Julie Lux, who is spokeswoman for Schering-Plough and its generic subsidiary Warrick Pharmaceuticals, acknowledged that her company is working on the transition, stepping up its production of Proventil HFA to meet existing needs while simultaneously reducing the production of CFC albuterol products. The plan is that sometime in the next few months, Warrick will completely cease production of generic albuterol.

Is this conversion expected to cause any drug shortages? Lux doesn't expect them. "Schering-Plough has been steadily working with the FDA over the past couple of years to ensure an adequate supply of the drug."
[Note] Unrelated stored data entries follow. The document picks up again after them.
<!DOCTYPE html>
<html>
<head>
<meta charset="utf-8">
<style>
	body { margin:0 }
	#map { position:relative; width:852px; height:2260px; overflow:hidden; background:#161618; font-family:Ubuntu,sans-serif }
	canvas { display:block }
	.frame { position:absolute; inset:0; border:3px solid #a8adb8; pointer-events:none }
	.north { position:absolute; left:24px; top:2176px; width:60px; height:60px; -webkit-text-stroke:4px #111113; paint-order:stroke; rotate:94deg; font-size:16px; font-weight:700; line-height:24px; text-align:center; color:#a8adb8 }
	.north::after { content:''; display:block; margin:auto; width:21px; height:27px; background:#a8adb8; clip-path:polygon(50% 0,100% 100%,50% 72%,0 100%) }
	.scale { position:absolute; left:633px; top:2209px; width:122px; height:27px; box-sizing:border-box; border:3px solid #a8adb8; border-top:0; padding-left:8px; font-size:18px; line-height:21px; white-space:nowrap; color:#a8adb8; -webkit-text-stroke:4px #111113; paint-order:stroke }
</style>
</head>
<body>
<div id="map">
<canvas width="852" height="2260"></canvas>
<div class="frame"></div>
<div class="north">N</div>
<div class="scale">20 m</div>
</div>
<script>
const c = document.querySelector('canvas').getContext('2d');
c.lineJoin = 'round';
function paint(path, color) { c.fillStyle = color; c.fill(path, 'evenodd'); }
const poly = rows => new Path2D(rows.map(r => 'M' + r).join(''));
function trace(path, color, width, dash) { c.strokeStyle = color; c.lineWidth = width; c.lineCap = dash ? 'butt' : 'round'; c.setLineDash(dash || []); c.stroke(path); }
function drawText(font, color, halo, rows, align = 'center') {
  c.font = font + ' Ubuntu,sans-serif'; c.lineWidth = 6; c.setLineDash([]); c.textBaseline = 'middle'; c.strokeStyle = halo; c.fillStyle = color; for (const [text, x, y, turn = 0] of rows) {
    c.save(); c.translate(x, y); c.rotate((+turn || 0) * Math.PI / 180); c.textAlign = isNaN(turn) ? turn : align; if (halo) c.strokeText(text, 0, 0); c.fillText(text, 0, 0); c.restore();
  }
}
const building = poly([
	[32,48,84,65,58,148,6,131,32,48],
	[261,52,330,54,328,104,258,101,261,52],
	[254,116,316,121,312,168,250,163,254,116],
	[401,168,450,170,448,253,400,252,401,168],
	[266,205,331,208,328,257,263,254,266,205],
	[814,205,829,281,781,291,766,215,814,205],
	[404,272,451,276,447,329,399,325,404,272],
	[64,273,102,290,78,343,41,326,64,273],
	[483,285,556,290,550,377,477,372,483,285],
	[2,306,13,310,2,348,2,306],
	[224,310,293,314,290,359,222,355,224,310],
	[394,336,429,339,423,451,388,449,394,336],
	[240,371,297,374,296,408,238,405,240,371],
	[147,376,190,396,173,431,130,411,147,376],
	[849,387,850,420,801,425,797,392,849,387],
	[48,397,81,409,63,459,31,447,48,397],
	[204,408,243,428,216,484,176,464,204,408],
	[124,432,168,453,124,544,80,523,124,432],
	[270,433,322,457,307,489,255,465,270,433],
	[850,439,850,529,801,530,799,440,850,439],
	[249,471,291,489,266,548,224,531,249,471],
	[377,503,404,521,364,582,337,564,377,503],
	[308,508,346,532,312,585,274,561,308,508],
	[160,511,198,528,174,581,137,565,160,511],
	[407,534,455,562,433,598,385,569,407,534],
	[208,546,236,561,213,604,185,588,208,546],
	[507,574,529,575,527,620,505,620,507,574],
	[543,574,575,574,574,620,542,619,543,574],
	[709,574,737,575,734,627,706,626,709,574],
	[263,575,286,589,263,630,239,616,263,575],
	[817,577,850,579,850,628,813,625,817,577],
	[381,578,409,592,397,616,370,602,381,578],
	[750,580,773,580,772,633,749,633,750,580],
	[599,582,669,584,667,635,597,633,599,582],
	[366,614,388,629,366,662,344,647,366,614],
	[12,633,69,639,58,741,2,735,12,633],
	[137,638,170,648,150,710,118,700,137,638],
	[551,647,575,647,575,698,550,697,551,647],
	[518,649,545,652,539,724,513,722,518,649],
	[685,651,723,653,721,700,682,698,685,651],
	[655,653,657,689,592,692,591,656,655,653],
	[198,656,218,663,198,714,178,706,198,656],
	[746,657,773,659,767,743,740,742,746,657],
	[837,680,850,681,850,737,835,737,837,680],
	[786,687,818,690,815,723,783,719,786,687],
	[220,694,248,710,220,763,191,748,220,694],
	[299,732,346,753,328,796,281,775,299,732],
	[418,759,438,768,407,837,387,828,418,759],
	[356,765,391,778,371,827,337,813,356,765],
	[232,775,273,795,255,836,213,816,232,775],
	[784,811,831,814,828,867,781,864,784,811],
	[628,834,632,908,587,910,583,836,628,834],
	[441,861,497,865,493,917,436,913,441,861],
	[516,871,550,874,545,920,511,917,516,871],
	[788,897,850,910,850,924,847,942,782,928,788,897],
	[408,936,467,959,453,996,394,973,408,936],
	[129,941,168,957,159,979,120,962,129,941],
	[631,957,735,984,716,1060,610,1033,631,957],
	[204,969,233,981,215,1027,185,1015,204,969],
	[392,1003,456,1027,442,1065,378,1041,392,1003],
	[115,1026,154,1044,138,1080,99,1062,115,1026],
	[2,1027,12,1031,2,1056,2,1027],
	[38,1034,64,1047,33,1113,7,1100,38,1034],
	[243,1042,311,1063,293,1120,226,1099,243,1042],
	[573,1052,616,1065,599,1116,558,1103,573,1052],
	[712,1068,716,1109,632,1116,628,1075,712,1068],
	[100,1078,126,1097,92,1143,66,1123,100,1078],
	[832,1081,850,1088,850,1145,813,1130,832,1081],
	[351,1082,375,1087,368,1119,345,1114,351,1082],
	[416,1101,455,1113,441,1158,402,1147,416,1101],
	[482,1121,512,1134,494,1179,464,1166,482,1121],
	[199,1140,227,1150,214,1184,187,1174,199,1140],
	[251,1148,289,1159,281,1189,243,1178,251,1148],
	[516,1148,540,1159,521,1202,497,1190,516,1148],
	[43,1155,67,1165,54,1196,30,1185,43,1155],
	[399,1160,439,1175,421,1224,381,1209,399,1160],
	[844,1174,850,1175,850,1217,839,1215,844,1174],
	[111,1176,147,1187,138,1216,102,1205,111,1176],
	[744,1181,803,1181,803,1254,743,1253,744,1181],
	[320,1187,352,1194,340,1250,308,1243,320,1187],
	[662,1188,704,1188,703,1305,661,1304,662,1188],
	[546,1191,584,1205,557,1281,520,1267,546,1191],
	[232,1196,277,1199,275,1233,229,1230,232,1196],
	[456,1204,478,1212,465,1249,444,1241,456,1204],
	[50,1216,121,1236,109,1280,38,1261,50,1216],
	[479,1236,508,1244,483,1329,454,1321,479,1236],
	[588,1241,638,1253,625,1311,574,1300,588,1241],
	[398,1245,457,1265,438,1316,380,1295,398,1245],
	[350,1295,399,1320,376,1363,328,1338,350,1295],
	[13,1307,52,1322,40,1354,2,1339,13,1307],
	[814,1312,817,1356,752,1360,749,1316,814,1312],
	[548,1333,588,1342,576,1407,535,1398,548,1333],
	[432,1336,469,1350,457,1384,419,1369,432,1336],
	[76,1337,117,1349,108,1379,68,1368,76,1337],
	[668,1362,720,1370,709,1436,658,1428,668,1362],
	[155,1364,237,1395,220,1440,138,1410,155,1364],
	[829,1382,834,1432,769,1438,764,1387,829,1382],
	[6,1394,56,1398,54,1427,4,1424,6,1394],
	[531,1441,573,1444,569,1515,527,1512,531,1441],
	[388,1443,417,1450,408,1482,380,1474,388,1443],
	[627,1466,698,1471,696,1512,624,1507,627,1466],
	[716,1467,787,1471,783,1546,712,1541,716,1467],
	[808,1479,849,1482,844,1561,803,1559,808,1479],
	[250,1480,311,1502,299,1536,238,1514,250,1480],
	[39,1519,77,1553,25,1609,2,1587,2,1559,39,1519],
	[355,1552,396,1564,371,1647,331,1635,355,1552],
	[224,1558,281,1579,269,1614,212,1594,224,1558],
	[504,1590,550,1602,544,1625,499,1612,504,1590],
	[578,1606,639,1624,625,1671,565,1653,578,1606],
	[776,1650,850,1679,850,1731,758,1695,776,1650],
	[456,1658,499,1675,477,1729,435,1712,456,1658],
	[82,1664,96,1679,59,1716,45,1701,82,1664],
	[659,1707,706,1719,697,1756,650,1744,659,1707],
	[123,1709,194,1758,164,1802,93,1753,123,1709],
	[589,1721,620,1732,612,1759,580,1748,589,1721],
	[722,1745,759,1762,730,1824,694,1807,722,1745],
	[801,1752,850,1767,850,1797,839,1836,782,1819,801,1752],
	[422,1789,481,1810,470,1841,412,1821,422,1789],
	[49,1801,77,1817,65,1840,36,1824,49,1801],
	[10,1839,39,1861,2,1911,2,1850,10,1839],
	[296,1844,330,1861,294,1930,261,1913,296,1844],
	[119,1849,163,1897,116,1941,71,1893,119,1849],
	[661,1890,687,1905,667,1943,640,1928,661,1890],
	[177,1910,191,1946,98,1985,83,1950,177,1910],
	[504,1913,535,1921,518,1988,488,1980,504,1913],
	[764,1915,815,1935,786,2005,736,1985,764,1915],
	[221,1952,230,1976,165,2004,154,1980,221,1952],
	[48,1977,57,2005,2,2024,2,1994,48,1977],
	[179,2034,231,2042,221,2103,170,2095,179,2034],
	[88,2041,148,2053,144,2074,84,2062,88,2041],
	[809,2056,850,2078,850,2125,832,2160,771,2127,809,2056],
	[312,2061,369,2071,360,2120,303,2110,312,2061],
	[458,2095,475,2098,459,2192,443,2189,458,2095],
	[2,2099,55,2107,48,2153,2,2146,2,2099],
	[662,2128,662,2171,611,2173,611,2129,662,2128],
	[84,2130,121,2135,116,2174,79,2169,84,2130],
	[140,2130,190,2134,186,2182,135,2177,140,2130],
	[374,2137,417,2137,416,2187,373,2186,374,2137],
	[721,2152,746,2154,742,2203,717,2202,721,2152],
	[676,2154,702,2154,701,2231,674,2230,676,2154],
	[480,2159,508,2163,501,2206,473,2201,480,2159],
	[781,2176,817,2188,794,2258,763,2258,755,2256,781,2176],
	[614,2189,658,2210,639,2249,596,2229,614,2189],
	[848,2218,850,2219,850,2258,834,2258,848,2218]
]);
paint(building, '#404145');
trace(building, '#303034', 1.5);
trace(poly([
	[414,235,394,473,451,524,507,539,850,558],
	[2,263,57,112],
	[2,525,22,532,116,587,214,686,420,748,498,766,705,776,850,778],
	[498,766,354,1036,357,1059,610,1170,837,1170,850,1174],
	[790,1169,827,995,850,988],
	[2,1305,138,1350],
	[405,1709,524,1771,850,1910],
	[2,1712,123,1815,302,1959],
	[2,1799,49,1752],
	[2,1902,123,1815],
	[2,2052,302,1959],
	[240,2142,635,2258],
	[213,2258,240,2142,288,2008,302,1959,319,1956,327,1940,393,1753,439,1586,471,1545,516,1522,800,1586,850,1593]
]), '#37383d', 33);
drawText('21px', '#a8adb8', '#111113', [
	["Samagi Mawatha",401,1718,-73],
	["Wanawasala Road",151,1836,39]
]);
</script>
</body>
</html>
Warrick Pharmaceuticals has facilitated conversations about the transition by placing a prominent warning on albuterol packaging. It states: IMPORTANT: Inhalers like this one are being discontinued due to environmental impact. For more information, go to http://www.proventilhfa.com/ or call 1-877-hfa-7768.

The mechanics of the propellant transition are not as simple as one might think; CFC and HFA products are not generically equivalent. Changing propellants alters drug bioavailability. And not only are HFA-MDI drugs not bioequivalent to their CFC counterparts, they are not bio-equivalent to each other, either. Binaso commented, "The HFA products are all BX-rated-that is they're not substitutable for each other." As a result, pharmacists must contact prescribers to obtain new prescriptions.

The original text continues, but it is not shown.